▸ Activity: Count the lines in the data below that have "forest" in them, and reply with only that number.

▸ Records for this exercise:
-.-.-

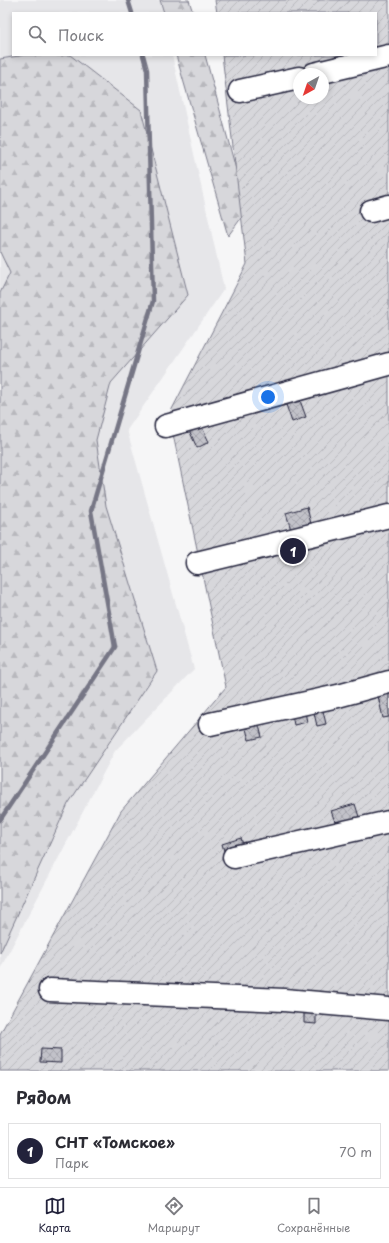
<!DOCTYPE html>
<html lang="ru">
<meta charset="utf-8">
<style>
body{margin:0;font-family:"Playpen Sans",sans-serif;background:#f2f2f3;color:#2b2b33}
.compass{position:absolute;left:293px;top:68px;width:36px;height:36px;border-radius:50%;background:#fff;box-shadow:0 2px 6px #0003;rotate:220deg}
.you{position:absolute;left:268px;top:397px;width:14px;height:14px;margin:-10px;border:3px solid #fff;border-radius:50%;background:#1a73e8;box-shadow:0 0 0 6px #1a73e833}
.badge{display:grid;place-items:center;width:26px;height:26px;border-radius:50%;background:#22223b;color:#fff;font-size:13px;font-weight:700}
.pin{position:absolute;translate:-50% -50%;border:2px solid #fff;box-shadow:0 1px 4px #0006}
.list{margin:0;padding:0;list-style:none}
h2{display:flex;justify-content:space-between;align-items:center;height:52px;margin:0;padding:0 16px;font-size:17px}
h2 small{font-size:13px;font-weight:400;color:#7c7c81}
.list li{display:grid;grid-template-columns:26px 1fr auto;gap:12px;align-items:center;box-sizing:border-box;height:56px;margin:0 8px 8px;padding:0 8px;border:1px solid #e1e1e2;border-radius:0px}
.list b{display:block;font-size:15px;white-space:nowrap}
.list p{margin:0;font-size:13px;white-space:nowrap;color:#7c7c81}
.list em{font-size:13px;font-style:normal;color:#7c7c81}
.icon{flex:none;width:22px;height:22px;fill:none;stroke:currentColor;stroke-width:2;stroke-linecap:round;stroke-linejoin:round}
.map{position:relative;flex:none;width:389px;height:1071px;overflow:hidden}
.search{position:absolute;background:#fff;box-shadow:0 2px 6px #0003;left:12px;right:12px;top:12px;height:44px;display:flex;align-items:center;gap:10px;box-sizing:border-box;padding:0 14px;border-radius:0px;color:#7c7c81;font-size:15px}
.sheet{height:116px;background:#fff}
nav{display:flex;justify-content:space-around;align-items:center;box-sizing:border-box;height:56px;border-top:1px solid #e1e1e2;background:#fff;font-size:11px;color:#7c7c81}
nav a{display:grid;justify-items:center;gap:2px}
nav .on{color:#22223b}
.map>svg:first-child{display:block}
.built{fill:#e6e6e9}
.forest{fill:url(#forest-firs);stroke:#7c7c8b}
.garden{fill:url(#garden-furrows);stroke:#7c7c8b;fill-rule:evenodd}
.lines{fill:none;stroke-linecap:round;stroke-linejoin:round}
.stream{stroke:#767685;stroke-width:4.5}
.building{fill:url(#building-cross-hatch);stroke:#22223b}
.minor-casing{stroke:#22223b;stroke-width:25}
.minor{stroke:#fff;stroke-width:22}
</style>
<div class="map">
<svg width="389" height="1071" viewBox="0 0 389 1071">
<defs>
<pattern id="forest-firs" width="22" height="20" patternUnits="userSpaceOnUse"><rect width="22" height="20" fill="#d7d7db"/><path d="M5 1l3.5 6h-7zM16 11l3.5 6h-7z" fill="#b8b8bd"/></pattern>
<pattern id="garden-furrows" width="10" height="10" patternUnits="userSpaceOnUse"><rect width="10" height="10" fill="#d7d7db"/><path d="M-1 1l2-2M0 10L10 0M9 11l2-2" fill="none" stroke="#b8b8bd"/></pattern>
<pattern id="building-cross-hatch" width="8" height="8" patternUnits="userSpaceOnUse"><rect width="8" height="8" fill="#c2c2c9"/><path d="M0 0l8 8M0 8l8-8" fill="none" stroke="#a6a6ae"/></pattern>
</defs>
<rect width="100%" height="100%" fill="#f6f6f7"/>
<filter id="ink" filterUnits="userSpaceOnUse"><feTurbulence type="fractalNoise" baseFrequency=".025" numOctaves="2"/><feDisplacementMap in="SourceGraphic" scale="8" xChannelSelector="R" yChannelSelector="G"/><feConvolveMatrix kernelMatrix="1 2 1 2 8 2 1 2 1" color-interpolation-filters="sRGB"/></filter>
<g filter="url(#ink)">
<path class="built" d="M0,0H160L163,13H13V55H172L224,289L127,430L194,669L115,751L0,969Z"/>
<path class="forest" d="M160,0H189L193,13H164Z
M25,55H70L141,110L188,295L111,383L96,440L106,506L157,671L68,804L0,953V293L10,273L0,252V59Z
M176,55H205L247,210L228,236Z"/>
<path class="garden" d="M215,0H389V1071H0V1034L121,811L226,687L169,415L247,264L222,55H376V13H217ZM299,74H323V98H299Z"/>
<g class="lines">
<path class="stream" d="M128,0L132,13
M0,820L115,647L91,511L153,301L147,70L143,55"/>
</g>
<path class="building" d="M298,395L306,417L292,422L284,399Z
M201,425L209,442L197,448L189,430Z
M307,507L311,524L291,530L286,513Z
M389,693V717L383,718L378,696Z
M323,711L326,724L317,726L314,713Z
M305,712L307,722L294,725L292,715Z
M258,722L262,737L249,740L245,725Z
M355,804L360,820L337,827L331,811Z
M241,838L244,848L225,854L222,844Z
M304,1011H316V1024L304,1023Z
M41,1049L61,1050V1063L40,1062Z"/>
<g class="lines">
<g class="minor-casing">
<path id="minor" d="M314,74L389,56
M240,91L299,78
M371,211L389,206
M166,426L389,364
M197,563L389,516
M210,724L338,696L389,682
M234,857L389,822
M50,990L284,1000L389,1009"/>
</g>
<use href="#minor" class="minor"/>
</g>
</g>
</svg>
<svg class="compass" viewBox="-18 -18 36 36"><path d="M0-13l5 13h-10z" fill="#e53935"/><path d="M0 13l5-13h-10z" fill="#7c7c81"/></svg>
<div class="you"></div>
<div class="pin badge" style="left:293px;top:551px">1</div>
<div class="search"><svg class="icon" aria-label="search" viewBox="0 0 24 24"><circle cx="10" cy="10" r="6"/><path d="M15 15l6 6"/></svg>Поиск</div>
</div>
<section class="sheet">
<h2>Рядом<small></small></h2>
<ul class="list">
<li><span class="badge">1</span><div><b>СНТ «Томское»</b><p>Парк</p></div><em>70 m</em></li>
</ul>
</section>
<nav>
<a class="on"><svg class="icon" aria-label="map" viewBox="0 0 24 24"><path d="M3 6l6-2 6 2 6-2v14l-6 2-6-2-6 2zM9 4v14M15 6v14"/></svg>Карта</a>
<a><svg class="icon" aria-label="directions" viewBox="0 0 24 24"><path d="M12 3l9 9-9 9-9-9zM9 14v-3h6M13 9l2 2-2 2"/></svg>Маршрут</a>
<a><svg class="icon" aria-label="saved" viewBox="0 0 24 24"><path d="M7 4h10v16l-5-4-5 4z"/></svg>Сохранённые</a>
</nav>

-.-.-

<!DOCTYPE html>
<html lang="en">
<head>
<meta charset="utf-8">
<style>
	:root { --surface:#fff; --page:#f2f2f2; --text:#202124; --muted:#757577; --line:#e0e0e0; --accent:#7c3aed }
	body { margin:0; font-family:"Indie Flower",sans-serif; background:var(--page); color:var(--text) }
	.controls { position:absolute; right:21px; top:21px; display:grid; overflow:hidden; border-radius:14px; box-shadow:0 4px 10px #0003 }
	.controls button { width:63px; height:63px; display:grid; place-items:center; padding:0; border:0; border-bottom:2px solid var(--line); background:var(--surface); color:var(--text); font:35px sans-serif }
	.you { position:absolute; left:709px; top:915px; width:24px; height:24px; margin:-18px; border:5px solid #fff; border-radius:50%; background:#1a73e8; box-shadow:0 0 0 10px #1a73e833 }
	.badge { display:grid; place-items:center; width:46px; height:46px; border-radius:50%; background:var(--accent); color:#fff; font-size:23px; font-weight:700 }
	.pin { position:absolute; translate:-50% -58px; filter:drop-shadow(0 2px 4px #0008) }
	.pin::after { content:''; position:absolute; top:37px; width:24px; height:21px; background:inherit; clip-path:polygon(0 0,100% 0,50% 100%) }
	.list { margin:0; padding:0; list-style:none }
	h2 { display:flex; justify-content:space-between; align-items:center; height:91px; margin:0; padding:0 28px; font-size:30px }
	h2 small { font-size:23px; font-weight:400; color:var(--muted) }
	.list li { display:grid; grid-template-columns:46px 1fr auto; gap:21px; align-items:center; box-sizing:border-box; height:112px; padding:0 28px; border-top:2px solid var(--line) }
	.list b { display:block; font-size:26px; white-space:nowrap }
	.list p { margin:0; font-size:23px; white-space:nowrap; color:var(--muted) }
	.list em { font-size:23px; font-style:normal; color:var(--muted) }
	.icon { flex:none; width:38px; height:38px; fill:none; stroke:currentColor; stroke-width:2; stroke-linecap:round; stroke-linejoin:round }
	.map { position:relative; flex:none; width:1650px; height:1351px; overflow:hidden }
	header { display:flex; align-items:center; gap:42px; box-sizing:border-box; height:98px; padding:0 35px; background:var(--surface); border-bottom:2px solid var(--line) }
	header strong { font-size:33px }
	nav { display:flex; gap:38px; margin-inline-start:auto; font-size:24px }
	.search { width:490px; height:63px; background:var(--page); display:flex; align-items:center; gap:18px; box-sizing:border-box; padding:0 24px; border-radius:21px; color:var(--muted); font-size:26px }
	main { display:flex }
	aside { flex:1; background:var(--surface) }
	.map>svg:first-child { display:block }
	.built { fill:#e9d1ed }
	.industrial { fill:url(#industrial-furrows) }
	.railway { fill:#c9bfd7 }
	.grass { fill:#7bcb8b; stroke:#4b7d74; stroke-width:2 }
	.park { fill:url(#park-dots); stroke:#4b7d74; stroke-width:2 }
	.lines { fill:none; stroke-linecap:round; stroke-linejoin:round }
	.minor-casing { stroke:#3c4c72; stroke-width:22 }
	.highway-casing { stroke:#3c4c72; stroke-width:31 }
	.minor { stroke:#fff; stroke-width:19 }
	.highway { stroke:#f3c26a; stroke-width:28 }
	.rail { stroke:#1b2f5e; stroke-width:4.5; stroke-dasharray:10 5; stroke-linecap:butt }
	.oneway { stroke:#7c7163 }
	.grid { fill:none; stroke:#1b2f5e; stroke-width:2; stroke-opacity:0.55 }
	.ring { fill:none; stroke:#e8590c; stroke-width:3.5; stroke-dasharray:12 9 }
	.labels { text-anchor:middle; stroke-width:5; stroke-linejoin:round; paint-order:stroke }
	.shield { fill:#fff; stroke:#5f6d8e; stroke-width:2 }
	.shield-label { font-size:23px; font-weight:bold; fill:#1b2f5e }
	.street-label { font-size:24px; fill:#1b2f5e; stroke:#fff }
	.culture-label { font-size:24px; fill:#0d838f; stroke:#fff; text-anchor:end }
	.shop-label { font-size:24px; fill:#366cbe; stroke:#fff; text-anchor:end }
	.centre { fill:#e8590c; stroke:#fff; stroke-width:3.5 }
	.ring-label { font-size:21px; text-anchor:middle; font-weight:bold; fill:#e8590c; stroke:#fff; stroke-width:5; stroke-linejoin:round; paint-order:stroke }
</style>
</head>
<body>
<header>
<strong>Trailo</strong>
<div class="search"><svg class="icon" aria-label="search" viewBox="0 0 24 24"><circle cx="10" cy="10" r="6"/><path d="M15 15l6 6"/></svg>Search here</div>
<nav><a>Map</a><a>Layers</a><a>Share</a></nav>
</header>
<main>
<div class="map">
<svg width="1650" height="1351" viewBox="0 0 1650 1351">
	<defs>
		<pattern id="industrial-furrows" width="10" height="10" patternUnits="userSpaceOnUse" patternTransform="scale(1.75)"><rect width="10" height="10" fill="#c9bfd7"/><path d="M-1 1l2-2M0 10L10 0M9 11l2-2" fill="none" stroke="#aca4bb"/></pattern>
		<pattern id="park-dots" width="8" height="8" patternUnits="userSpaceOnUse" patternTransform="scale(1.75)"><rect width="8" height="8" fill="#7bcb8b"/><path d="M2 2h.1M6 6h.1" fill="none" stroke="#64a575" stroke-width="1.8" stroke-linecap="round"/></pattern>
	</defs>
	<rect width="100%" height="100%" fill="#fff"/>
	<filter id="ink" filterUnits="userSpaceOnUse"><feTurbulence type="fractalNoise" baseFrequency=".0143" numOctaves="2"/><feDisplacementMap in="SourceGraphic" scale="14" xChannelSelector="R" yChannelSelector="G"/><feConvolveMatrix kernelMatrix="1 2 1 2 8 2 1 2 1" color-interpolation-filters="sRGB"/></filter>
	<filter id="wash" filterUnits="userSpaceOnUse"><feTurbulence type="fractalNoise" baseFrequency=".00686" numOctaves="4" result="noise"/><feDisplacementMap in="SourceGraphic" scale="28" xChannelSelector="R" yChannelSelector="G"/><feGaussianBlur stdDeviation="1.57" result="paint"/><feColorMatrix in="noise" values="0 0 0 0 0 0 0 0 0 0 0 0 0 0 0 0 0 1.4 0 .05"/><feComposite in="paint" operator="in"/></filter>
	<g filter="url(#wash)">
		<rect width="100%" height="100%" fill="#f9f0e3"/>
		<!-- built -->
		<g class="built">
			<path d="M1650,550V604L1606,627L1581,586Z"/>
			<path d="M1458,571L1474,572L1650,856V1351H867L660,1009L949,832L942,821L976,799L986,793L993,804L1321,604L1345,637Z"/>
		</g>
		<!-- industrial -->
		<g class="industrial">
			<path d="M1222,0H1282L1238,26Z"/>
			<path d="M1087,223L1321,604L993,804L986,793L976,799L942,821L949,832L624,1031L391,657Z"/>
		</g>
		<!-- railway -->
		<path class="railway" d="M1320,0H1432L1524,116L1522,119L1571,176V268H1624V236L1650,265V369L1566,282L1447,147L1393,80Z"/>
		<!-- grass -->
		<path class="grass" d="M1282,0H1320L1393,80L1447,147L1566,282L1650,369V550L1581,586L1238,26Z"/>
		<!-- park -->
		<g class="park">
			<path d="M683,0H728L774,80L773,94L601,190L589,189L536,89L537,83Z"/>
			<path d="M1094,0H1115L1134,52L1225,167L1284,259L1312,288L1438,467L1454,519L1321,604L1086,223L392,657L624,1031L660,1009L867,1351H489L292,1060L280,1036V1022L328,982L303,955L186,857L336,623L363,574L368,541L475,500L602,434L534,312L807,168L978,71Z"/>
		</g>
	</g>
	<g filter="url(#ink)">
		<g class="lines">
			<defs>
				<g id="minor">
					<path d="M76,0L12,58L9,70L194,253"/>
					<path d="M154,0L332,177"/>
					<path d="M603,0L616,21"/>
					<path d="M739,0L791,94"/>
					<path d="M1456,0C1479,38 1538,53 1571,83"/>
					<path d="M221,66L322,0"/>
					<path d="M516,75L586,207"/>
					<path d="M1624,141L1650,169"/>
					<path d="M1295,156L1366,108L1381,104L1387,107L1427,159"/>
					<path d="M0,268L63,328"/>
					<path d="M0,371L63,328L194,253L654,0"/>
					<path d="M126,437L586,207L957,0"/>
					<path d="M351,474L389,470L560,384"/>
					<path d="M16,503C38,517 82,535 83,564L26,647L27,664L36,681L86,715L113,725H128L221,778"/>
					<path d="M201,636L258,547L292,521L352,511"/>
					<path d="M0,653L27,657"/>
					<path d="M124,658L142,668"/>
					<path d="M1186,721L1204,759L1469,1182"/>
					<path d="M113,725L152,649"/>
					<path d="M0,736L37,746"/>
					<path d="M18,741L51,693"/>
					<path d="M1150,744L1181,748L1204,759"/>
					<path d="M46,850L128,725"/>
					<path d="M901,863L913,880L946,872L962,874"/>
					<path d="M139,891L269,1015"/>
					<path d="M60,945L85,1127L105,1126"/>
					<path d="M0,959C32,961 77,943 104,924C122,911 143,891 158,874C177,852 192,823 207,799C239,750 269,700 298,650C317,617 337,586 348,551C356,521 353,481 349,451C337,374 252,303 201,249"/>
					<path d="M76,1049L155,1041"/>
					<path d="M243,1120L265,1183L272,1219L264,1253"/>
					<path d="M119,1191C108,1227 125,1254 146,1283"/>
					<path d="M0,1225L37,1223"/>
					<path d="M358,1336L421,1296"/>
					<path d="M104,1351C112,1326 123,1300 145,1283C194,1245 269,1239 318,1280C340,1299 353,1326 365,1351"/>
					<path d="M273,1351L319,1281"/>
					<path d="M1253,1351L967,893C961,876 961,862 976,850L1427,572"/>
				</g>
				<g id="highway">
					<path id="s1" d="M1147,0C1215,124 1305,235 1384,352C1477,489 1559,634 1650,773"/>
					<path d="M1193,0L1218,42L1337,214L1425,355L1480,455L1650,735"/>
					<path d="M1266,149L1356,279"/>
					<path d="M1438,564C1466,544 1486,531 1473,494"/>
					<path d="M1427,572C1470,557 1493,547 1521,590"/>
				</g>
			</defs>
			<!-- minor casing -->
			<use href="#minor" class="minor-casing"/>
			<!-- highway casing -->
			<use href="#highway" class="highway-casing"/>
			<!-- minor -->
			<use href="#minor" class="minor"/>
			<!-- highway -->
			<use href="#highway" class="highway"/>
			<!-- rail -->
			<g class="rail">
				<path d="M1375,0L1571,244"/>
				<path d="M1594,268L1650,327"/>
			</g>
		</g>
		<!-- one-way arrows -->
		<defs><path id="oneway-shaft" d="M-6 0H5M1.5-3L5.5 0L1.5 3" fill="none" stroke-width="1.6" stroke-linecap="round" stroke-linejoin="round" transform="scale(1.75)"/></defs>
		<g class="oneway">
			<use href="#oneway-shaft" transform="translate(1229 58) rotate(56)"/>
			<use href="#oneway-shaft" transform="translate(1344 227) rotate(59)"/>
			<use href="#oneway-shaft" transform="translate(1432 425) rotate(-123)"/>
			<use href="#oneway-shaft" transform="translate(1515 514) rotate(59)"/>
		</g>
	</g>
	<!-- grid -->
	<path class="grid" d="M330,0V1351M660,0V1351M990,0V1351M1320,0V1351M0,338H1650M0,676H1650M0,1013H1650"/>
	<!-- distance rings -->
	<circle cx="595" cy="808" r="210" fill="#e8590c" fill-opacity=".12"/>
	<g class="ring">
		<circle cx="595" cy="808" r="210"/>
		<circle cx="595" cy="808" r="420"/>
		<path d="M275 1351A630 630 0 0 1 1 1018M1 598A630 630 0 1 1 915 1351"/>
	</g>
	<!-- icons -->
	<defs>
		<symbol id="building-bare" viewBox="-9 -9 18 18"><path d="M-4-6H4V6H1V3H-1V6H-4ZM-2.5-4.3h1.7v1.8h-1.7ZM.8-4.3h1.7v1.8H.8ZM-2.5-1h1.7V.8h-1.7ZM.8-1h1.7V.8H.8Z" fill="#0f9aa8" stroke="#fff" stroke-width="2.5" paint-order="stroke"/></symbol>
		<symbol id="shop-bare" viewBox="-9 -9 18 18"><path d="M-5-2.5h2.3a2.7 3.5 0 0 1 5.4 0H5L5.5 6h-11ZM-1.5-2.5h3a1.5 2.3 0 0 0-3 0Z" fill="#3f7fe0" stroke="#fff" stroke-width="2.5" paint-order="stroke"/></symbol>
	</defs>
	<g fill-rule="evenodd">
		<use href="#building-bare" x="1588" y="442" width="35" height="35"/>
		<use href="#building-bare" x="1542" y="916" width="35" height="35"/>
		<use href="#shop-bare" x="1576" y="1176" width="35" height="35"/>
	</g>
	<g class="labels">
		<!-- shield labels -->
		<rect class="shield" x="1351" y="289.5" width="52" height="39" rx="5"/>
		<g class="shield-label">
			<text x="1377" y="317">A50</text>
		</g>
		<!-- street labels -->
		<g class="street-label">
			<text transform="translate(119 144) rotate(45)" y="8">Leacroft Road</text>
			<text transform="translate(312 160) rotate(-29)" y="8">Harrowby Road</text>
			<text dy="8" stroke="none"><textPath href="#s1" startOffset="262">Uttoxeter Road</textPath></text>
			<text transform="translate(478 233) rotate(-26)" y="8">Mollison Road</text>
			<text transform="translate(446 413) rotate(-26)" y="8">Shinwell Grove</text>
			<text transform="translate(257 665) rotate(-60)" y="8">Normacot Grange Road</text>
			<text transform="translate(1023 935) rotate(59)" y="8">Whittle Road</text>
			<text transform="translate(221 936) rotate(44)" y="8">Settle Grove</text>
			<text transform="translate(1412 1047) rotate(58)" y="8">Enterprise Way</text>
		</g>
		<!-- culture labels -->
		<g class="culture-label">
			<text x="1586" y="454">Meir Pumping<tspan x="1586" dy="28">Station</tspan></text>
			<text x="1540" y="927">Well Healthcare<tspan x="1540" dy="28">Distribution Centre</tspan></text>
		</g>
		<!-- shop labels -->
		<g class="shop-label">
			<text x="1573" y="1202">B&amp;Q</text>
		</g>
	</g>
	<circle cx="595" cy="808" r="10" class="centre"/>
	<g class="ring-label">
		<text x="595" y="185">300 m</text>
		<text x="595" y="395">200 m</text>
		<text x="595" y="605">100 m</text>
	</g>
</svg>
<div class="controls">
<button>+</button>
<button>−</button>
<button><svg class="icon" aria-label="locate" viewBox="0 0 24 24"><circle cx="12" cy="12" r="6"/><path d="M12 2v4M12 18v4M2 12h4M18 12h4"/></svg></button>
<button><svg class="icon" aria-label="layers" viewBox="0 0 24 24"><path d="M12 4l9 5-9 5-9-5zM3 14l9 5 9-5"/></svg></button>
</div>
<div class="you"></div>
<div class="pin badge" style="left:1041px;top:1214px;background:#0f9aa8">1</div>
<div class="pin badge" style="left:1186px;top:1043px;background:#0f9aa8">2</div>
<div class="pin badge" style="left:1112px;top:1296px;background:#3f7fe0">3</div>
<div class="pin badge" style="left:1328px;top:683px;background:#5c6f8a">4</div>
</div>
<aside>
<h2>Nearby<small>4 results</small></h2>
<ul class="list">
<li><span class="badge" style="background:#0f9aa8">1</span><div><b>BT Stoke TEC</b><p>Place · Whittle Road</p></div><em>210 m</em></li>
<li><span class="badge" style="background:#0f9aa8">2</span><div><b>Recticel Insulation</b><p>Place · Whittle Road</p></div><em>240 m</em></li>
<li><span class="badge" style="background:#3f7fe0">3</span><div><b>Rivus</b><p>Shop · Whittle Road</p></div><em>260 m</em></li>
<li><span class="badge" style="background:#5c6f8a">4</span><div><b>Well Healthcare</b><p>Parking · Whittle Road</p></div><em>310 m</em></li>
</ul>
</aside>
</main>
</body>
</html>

-.-.-

▸ Answer for the task: 3